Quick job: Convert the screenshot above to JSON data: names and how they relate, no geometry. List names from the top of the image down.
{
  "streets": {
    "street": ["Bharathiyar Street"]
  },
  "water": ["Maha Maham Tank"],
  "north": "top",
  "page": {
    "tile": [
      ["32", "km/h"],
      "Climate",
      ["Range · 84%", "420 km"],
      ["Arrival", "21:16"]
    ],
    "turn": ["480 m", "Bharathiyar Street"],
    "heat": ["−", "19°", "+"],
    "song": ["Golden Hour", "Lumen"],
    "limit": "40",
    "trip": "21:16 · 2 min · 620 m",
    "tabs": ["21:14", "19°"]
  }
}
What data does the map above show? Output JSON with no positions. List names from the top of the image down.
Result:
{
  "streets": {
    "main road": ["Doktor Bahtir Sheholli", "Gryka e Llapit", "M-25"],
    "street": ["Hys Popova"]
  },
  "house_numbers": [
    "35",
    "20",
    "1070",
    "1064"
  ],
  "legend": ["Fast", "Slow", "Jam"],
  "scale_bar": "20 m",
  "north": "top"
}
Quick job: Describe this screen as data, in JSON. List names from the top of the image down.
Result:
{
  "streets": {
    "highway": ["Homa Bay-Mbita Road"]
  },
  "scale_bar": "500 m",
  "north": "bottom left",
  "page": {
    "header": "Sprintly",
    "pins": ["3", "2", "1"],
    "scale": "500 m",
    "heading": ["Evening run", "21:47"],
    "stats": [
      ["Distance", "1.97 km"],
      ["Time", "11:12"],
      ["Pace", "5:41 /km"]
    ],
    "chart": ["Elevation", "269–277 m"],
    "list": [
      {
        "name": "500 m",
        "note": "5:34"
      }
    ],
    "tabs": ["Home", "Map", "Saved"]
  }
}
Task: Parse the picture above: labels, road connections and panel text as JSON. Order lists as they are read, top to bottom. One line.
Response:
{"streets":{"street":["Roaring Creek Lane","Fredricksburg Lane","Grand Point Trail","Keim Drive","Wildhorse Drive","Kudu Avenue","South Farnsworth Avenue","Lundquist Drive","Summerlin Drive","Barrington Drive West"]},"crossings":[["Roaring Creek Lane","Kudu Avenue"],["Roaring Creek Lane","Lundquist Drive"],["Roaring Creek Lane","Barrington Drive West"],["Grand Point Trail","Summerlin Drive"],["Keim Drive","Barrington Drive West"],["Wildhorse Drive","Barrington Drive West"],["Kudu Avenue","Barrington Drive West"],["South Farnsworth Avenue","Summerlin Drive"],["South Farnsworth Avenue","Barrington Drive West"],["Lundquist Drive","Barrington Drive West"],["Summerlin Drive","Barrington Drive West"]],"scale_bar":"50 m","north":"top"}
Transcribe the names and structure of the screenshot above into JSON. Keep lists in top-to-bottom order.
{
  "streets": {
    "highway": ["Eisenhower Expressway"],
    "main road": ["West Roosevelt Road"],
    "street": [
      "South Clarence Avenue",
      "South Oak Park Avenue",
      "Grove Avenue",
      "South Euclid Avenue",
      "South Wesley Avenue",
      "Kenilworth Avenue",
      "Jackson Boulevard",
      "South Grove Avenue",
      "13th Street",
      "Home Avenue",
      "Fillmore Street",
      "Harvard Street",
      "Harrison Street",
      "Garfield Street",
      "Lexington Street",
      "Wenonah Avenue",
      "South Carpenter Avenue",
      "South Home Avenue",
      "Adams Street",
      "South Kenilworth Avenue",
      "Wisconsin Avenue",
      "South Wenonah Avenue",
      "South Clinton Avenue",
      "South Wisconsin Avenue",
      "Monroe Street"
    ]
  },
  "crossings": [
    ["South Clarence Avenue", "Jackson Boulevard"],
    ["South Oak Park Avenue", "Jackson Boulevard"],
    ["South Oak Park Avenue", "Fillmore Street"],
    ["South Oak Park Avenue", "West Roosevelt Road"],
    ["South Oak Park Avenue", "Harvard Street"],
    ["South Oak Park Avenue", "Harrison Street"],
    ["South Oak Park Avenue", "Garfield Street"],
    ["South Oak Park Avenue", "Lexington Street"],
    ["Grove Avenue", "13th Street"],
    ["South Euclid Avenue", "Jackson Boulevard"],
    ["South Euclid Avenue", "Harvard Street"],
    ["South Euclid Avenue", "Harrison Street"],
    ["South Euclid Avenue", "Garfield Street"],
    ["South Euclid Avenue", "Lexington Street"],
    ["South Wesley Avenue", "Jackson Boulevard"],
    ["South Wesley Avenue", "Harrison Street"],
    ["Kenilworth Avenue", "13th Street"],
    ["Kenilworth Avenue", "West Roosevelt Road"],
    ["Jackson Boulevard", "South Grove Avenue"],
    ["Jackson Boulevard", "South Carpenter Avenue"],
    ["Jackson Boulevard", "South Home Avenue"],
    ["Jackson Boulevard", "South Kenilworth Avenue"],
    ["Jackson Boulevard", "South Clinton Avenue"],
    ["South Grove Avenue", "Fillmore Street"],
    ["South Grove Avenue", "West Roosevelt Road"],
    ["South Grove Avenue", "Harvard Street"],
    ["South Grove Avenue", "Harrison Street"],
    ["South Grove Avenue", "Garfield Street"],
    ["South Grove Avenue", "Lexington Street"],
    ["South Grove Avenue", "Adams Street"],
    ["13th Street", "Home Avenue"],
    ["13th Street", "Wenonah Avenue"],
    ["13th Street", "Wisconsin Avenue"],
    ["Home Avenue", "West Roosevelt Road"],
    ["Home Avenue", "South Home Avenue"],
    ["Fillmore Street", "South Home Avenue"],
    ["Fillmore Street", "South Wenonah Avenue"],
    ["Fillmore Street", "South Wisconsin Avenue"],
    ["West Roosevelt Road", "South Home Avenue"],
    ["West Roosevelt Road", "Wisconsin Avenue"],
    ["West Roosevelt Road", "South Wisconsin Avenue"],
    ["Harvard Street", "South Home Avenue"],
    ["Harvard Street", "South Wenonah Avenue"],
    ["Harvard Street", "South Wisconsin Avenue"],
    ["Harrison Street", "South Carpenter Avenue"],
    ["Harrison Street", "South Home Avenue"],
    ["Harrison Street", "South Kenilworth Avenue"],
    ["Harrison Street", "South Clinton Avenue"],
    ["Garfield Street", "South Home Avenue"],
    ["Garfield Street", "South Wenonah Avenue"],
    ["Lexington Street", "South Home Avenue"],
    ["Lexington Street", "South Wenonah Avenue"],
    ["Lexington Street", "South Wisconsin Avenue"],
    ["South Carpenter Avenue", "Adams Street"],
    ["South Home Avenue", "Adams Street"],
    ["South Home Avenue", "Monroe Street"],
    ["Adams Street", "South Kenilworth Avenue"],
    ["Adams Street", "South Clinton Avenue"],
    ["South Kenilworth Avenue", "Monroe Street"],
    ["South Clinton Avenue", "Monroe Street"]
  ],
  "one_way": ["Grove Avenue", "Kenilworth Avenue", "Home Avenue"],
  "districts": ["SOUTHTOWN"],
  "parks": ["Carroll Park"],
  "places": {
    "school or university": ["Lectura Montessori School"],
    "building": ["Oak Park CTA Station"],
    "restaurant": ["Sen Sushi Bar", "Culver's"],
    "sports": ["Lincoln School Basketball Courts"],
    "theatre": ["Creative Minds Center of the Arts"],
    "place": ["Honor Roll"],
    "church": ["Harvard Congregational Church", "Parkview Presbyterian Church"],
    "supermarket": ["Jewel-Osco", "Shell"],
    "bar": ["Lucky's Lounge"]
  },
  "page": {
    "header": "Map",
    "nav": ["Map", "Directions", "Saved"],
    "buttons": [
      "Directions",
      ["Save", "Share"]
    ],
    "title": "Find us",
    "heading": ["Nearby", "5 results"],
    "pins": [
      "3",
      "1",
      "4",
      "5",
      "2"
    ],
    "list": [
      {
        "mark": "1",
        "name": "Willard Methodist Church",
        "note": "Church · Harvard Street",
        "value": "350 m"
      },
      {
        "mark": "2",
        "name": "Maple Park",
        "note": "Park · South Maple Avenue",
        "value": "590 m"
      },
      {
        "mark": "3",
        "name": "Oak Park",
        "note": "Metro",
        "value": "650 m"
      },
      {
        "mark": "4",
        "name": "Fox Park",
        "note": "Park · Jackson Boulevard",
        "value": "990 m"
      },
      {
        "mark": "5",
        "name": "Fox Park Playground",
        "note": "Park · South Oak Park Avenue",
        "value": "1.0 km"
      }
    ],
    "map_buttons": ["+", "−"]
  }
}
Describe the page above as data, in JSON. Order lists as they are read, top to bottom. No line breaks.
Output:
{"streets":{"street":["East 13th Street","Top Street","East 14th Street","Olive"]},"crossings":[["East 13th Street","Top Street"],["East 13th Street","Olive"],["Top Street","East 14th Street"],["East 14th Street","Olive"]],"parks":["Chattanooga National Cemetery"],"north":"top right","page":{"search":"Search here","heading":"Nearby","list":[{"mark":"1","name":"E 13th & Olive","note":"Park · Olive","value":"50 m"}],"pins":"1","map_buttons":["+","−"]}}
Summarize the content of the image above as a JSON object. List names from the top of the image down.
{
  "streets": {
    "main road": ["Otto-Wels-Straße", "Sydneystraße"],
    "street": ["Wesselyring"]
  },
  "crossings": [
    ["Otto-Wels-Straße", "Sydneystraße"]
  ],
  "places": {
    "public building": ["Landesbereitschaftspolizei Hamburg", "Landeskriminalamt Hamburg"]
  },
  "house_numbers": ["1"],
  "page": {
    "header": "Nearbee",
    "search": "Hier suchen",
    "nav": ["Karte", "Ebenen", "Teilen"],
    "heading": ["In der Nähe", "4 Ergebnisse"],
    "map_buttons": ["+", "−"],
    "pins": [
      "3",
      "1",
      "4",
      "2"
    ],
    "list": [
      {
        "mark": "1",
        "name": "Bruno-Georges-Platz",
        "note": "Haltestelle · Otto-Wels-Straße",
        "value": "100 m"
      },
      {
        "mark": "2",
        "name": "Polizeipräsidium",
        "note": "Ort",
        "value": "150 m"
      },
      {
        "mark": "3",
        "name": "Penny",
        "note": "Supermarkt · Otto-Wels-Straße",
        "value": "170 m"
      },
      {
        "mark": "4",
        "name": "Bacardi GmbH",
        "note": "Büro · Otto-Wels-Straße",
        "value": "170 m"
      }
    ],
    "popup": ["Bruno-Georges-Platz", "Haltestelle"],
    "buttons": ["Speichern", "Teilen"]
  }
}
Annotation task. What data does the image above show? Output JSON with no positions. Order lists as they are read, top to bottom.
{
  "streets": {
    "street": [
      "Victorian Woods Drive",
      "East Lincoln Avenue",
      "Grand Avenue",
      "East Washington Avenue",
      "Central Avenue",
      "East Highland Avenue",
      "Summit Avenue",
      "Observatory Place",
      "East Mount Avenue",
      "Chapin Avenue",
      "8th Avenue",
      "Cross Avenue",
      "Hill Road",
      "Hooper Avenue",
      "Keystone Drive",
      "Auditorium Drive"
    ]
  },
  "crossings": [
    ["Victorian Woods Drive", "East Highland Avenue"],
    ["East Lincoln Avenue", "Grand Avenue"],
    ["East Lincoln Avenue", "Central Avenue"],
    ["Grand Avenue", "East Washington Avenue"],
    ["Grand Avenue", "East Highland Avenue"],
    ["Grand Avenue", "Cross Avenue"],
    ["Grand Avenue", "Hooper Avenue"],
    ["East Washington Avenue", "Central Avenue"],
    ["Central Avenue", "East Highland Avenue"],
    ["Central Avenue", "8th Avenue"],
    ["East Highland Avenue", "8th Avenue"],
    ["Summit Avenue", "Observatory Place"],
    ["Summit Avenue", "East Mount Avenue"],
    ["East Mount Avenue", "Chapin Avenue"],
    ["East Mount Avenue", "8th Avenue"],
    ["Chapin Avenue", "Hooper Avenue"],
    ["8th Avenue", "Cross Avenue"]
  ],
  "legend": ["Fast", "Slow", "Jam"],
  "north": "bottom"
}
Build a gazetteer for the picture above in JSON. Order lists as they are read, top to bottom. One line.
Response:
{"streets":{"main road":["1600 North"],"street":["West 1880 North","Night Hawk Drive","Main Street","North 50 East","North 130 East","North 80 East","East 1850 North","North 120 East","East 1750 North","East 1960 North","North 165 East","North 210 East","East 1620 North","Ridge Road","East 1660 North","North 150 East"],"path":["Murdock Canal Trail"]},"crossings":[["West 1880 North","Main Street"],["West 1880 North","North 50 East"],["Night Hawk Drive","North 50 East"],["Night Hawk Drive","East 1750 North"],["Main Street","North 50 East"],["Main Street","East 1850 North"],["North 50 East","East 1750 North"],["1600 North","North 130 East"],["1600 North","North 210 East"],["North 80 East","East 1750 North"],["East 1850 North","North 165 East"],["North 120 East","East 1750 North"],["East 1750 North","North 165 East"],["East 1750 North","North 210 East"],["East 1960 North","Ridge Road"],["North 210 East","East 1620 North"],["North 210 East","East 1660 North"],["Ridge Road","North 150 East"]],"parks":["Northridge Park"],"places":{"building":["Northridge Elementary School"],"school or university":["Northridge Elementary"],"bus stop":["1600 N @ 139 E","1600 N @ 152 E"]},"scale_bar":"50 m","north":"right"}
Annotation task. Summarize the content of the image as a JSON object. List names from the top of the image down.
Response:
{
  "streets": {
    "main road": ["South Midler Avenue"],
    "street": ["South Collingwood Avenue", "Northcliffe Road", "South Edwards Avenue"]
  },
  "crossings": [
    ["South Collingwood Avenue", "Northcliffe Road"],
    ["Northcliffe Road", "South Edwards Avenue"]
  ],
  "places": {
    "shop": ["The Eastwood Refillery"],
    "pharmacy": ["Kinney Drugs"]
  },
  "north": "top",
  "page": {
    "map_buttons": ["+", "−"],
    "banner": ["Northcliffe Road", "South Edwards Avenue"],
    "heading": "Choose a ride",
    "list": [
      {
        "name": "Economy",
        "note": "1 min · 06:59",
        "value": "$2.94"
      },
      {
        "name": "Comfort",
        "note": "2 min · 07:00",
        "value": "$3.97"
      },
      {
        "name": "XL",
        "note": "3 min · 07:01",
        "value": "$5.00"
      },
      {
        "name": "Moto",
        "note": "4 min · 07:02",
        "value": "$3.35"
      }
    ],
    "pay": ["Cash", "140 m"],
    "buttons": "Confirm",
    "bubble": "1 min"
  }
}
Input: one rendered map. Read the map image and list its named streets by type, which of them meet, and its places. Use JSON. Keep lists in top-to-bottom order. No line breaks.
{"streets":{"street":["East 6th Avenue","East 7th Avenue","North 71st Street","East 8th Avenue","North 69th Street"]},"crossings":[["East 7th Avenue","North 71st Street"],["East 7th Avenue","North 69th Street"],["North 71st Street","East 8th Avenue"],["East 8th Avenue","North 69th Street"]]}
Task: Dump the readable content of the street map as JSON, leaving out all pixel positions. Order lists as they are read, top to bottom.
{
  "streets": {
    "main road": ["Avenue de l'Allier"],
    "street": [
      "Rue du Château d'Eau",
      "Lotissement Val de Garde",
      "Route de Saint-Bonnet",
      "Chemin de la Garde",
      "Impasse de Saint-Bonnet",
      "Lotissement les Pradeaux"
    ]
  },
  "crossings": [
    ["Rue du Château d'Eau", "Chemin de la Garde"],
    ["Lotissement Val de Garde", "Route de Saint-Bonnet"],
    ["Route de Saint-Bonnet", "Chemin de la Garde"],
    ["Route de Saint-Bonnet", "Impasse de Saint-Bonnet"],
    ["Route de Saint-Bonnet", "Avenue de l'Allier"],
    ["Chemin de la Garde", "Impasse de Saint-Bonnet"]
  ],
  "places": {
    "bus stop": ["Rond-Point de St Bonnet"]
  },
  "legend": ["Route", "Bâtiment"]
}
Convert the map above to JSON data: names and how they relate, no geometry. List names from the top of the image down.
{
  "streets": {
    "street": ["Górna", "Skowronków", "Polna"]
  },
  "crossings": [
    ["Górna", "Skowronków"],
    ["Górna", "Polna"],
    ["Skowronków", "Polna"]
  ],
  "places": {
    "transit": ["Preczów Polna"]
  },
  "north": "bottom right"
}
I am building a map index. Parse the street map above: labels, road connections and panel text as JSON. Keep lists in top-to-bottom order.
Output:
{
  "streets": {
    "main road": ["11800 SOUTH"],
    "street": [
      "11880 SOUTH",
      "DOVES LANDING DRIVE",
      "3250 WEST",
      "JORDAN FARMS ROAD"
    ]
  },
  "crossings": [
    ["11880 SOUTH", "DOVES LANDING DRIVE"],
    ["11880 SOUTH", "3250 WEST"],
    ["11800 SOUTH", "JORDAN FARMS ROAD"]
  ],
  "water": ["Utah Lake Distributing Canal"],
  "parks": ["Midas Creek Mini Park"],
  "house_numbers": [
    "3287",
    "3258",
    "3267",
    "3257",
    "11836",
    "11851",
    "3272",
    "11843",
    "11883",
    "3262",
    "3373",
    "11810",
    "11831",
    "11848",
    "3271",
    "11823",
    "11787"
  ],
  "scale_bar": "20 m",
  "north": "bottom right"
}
══════════
**TASK BRIEF:** Please state how many lines in the records contain the word "Polna", and give only that number.

**ANSWER TO THIS TASK:** 4